Maybe the News Cycle Pedals Too Fast Around the Beltway. Or, Maybe the Buisness Model for Newspapers is Sicker Than We Thought
The recent struggles of The Washington Times have transcended being taken seriously as more than just the scrappy conservative alternative to The Washington Post. Its very survival has been called into question when 60 percent of the editorial staff got the heave-ho last year when the Unification Church grew weary of subsidizing what has never been a going concern.
Not that the Post has had the luxury of gloating. It had its own round of layoffs last year, closed its remaining domestic bureaus, and trimmed staffing from its admirable website. Oh, yeah. It also loses a lot of money.
In this year's first quarter, the newspaper division booked an operating loss of $13.8 million. Yes, that's better than the $53.8 million lost a year earlier. But it's still a big-enough chunk of change that institutional investors won't countenance for long.
And the hits just keep on coming, as the company reported in its earnings release. Daily circulation was off 12.5 percent, with the Sunday numbers dipping 10.4 percent compared to 2009.
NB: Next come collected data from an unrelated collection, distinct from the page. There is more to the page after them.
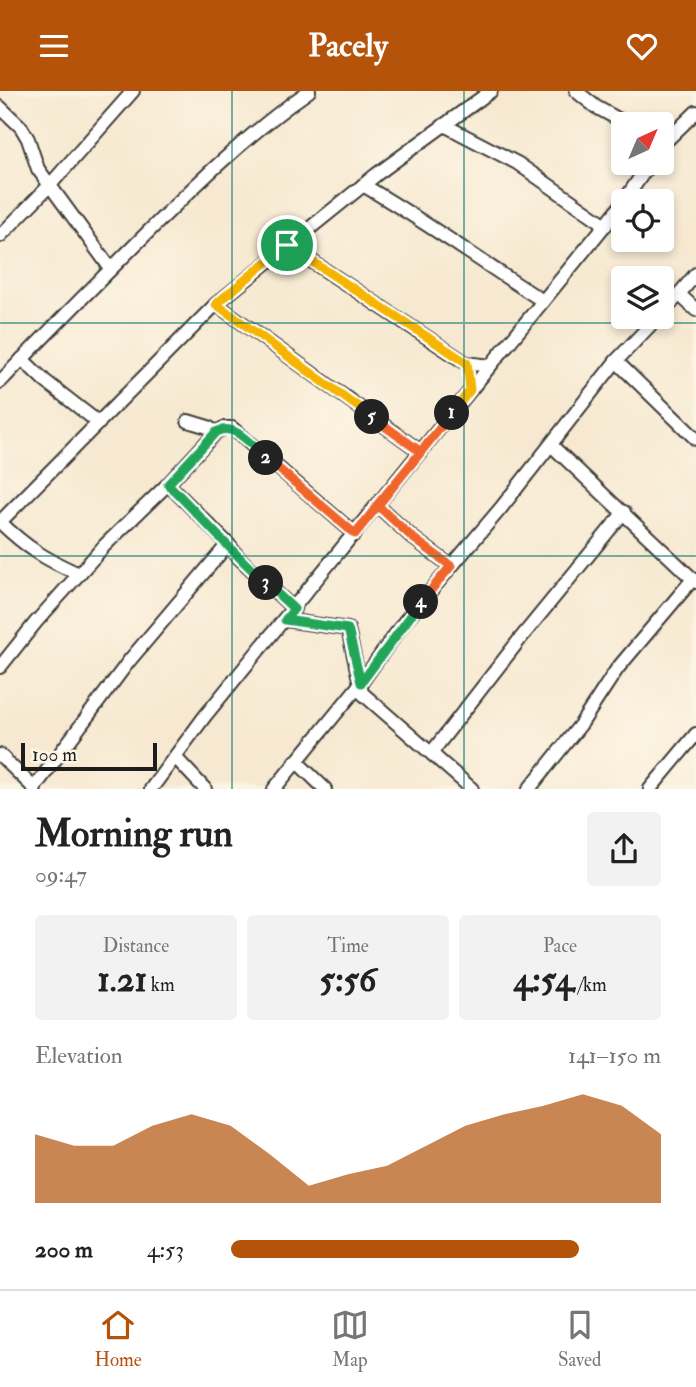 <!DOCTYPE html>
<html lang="en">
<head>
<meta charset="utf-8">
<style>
  :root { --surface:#fff; --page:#f2f2f2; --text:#222; --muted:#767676; --line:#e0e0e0; --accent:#b45309 }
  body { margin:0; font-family:"IM FELL Double Pica",serif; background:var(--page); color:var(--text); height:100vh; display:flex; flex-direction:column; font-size:26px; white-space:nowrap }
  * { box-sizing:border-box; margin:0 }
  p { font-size:23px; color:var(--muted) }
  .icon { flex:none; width:38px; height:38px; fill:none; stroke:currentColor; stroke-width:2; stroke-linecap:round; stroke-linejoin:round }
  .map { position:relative; height:698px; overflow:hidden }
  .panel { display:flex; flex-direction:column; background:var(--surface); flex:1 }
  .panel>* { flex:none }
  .needle { width:46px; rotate:44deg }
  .tools { position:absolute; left:611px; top:21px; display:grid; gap:14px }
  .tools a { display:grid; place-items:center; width:63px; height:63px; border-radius:7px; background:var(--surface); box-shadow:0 4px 10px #0003; font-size:35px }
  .scale { position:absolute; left:21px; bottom:18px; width:136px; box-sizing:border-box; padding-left:7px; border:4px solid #1c1c1c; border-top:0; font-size:19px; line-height:24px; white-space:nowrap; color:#1c1c1c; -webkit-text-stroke:5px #fcf5e5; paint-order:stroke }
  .pin { position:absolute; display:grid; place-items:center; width:60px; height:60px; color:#fff; margin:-30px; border:4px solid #fff; border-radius:50%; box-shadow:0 2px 7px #0007 }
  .km { position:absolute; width:35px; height:35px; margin:-18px; border-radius:50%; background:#222; color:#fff; font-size:19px; line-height:35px; text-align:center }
  .round { display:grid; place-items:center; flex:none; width:74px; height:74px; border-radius:7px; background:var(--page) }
  .summary { display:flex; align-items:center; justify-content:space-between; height:119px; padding:0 35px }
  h1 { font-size:38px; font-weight:700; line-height:52px }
  .stats { display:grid; grid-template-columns:repeat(3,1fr); gap:10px; height:119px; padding:7px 35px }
  .stats div { display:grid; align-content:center; border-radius:7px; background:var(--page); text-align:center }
  .stats b { font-size:35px; font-weight:700 }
  .stats small { font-size:19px; font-weight:400 }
  .stats p { font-size:19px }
  .chart { height:196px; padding:14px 35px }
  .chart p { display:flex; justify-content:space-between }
  .chart svg { width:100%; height:126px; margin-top:7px; fill:var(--accent); opacity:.7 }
  ul { padding:0 35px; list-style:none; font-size:23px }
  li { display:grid; grid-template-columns:112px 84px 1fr; align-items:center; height:52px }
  li i { height:18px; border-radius:9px; background:var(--accent) }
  header { display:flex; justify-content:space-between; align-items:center; height:91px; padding:0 35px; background:var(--accent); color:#fff; font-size:32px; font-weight:700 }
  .dock { display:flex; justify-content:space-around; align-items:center; height:98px; border-top:2px solid var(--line); background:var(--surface); font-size:19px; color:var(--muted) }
  .dock a { display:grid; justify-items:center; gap:4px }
  .dock .current { color:var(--accent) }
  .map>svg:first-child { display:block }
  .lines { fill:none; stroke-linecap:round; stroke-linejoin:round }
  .minor-casing { stroke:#3d3b37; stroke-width:16 }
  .minor { stroke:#fff; stroke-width:12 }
  .split-1-casing { stroke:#fff; stroke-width:14 }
  .split-2-casing { stroke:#fff; stroke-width:14 }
  .split-3-casing { stroke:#fff; stroke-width:14 }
  .split-4-casing { stroke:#fff; stroke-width:14 }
  .split-5-casing { stroke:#fff; stroke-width:14 }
  .split-6-casing { stroke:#fff; stroke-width:14 }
  .split-1 { stroke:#f5b400; stroke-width:9 }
  .split-2 { stroke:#f0652b; stroke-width:9 }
  .split-3 { stroke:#22a559; stroke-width:9 }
  .split-4 { stroke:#22a559; stroke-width:9 }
  .split-5 { stroke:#f0652b; stroke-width:9 }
  .split-6 { stroke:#f5b400; stroke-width:9 }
  .grid { fill:none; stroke:#0f766e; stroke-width:2; stroke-opacity:0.55 }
</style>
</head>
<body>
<header><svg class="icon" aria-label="menu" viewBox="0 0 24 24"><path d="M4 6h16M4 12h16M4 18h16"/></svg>Pacely<svg class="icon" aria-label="heart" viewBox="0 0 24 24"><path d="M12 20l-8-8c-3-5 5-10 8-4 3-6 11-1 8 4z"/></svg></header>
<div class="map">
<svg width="696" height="698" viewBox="0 0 696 698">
  <rect width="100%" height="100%" fill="#fcf5e5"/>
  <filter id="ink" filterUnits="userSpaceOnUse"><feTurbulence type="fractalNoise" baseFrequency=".0143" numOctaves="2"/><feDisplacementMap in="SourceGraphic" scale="14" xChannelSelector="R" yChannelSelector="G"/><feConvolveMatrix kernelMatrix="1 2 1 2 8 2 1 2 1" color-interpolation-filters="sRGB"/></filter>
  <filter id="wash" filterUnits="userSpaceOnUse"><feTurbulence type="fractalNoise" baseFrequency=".00686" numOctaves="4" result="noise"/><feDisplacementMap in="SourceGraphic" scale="28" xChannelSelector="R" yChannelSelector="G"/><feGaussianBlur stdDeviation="1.57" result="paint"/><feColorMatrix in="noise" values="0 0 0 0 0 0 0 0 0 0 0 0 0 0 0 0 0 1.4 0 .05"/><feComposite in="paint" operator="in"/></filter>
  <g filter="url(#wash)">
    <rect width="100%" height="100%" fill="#f7e9d1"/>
  </g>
  <g filter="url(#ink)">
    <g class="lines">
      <defs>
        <g id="minor">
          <path d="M576 0 596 16 627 33"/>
          <path d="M0 16 21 36 28 48 38 78 111 178"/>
          <path d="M444 34 517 72 606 134"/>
          <path d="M662 54 696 21"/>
          <path d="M363 94C425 130 483 172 543 210"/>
          <path d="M624 110 650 72"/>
          <path d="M0 145 50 94 133 0"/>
          <path d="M287 154 466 272 490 275"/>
          <path d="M680 204 696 219"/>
          <path d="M216 213 421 361"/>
          <path d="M662 223 696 183"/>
          <path d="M22 268 45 290 99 332"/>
          <path d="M616 270 696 348"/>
          <path d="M0 291C45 244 90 199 136 153 190 99 246 44 309 0"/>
          <path d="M188 330 208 336 216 341"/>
          <path d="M551 354 696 491"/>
          <path d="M168 393 228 453"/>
          <path d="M377 414 413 447 451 475"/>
          <path d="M0 431 216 213 377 83 491 0"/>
          <path d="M0 431C27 457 45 468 79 483"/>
          <path d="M285 529 348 538 362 602 472 698"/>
          <path d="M0 576 36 531 105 454 168 393 216 341 224 337H232L355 443"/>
          <path d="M432 661 520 548 624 421"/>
          <path d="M0 664 35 698"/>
          <path d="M175 666 205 698"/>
          <path d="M296 670 325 698"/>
          <path d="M34 697 129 570 228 453 239 467 294 518"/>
          <path d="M151 698 205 625 623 112"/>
          <path d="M274 698 361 592 405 530 501 417 616 270 658 226"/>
          <path d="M529 698 581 633 617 578 693 488"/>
          <path d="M650 698 696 643"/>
        </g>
      </defs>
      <use href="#minor" class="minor-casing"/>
      <use href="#minor" class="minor"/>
    </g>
  </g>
  <g class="lines" filter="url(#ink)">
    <defs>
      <path id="split-1" d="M287 154 467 272 470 299 452 322"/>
      <path id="split-2" d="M266 367 355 443 452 322"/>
      <path id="split-3" d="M266 367C251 354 235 331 216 341L168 393C201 426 232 461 266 492"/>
      <path id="split-4" d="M266 492 294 518 285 529 348 538 361 592 421 511"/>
      <path id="split-5" d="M372 326 421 361 377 414 413 447 451 475 421 511"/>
      <path id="split-6" d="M287 154 216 213 372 326"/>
    </defs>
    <use href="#split-1" class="split-1-casing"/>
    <use href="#split-2" class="split-2-casing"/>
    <use href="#split-3" class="split-3-casing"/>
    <use href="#split-4" class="split-4-casing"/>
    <use href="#split-5" class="split-5-casing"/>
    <use href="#split-6" class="split-6-casing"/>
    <use href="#split-1" class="split-1"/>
    <use href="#split-2" class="split-2"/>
    <use href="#split-3" class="split-3"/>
    <use href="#split-4" class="split-4"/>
    <use href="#split-5" class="split-5"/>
    <use href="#split-6" class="split-6"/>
  </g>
  <path class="grid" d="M232 0V698M464 0V698M0 232H696M0 465H696"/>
</svg>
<div class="tools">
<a><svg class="needle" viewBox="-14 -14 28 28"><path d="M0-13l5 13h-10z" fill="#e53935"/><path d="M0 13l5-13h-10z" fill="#767676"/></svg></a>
<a><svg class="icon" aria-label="locate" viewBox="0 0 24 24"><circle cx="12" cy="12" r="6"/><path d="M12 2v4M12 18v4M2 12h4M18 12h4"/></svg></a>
<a><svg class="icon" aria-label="layers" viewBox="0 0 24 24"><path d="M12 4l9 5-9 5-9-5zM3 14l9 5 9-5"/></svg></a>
</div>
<div class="scale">100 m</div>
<div class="pin" style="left:287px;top:154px;background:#1e9e55"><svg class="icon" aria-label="arrive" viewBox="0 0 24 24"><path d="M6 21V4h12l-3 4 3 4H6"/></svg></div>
<b class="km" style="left:452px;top:322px">1</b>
<b class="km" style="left:266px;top:367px">2</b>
<b class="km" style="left:266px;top:492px">3</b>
<b class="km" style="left:421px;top:511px">4</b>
<b class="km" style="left:372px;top:326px">5</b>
</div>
<section class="panel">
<div class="summary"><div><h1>Morning run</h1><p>09:47</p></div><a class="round"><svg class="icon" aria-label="share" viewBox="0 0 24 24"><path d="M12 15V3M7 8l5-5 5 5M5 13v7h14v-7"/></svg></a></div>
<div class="stats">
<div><p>Distance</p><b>1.21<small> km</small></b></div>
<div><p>Time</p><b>5:56</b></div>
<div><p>Pace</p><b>4:54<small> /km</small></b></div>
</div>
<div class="chart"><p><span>Elevation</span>141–150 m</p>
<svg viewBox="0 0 160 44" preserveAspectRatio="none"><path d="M0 44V20L10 24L20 24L30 17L40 13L50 17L60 27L70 38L80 34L90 31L100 24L110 17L120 13L130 10L140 6L150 10L160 20V44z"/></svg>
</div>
<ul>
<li><b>200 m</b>4:53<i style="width:81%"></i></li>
</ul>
</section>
<nav class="dock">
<a class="current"><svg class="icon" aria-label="home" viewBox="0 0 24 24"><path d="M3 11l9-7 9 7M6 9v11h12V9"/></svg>Home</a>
<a><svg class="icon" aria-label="map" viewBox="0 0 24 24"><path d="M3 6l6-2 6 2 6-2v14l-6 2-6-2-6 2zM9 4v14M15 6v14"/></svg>Map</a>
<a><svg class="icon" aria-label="saved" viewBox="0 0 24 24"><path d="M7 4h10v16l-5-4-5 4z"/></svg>Saved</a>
</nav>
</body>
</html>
In an online chat today, Executive Editor Marcus Brauchli admitted that the boffo revenues from the Washington Post Co.'s Kaplan educational division may be keeping the newspaper afloat.
"That's an interesting and hypothetical question," he said, in response to a query about whether the Post would still be in business if not for Kaplan. Brauchli said one look at the financials showed how much the entire company depended on Kaplan, not just his product.
So, what gives D.C.?
Is everyone so crazed down there that they don't have time or inclination to read a paper? Does everybody wake up with a Blackberry pinned to their forehead, so they can start emailing right away and read Mike Allen's Playbook while in their pajamas? Maybe it's the Post's crappy app, not worth the price of admission at $1.99. Or, maybe too many of the right people already know what they need to know before it hits the paper and move on to Roll Call or The Hill.
Sure, the Post is still a potent journalistic force, even if it's been defanged somewhat by newsroom cutbacks. And, no, I don't think as so goes Kaplan, so goes the paper. There are still 562,000 daily copies printed, with another 780,000 every Sunday. That still adds up to a loyal readership.
But if the Kaplan spigot started to trickle rather than gush, you'd see a newspaper that would have no choice but to further compromise its already-less-ambitious vision. And that would be a shame.
Given that Washington is, well, Washington, it's hard to tell whether the Post is caught up in its own circumstances or part of the industry-wide malaise. I suspect it's a combo of both. Either way, it doesn't bode well for those of us who have come to count on the Post as both a watchdog and dutiful chronicler of all that matters in and around the Beltway. Let's hope that interesting and hypothetical question doesn't get a real answer anytime soon.